I should mention that the first project is actually slightly modified, in that we looked at genes that had specific roles identified first in cotton and then found whether these same genes played similar roles in other species. If any computational biologists, functional geneticists (is that a term?), or bioinformaticists read this and it seems naive, please be kind a realize that I don’t speak the language very well yet. I’m absorbing as much as I can as fast as I can. Having a background in applied mathematics and numerical analysis helps but I still feel handicapped.

Technologically speaking,

  • I learned how to migrate a MSSQL database website to a new server.
  • I learned how to update data in a MySQL database with a pre-built utility website (first time using the “DELETE”, “SELECT” commands with a “LIKE” modifier)
  • I installed PHP and MySQL to run on Microsoft IIS, followed by installing ActiveCollab for project management
  • I used query design mode extensive in Microsoft Access and eventually resorting to SQL statements for “UNION” queries
  • I updated the blast database used by NCBI wwwblast on a local utilities site

4 thoughts on “Comparative Genomics

  1. I don’t have a clue what you do, but it sounds really important and I’m so proud of you for doing it ☺.

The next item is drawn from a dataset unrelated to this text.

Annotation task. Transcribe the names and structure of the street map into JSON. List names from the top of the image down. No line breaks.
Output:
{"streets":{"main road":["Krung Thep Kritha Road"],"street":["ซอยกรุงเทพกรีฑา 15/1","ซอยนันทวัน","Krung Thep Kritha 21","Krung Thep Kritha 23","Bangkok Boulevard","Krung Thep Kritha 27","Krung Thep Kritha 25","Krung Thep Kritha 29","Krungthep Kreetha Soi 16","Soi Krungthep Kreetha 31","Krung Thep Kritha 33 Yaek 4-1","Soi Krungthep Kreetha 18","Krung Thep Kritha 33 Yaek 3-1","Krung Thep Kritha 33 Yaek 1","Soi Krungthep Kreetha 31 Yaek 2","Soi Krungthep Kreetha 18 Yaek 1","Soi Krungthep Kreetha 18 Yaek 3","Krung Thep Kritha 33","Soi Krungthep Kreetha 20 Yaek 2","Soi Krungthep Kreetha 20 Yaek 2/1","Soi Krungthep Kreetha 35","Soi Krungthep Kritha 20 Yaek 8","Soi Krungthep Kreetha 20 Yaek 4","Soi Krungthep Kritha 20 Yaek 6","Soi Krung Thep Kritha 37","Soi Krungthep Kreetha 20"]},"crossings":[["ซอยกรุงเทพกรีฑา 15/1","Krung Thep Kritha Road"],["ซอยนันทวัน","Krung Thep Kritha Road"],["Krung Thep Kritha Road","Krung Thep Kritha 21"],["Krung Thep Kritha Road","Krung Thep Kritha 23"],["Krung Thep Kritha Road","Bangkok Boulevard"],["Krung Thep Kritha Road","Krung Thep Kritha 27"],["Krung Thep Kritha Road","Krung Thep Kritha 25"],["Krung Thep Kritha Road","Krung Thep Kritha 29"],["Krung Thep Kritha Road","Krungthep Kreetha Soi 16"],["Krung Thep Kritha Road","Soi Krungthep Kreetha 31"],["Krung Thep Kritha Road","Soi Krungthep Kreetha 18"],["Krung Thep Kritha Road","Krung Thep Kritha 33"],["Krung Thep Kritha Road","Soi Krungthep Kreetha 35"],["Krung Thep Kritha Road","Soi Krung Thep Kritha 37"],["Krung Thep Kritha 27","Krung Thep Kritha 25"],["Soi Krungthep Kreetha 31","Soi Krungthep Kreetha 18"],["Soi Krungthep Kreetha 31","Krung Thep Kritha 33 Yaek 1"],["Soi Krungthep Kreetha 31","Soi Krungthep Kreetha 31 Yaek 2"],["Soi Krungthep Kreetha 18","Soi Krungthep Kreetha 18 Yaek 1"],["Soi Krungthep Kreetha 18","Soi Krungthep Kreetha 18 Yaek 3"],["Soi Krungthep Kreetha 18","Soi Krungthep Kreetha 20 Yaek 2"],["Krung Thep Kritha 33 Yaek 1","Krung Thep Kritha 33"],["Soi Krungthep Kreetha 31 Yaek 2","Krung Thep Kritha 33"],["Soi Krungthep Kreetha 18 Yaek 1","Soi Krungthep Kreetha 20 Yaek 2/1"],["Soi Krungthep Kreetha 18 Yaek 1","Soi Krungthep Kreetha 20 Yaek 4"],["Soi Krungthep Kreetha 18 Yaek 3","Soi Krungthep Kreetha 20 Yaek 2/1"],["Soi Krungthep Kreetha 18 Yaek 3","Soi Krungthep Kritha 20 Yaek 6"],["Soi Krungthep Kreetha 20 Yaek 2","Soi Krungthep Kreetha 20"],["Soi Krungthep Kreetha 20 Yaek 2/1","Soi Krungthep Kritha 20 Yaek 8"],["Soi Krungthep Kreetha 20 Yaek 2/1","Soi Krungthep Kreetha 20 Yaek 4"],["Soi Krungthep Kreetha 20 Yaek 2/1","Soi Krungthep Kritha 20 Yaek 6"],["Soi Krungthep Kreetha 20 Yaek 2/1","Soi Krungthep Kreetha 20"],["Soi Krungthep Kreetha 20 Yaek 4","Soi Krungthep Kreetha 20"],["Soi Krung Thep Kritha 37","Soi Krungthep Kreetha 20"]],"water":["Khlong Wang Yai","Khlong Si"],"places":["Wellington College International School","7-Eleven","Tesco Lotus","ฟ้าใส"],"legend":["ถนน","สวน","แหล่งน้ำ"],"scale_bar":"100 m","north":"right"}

  2. I love running dual monitors. I use dual 24″ in portrait mode. People just don’t understand how wonderful multiple monitors are until they’ve had a chance to try them out. If you want to run your dual displays from your laptop then I personally recommend the CinePort from CineMassive Displays:

    Works wonderfully. You could run up to 4 additional 24″ panels with that guy,

  3. Ooooh…multiple monitors *and* liquid nitrogen. Paul would be in heaven. At his previous job, there was a vat of liquid nitrogen that was used supposed to be used to test the computer chips at extreme freezing temperatures. I think it was used as much for freezing potato chips and other assorted things as often as it was used for the computer chips.

    I hope you really enjoy this position–it sounds interesting even if I understand about 1/1000th of what you’re actually doing (and that part is probably wrong).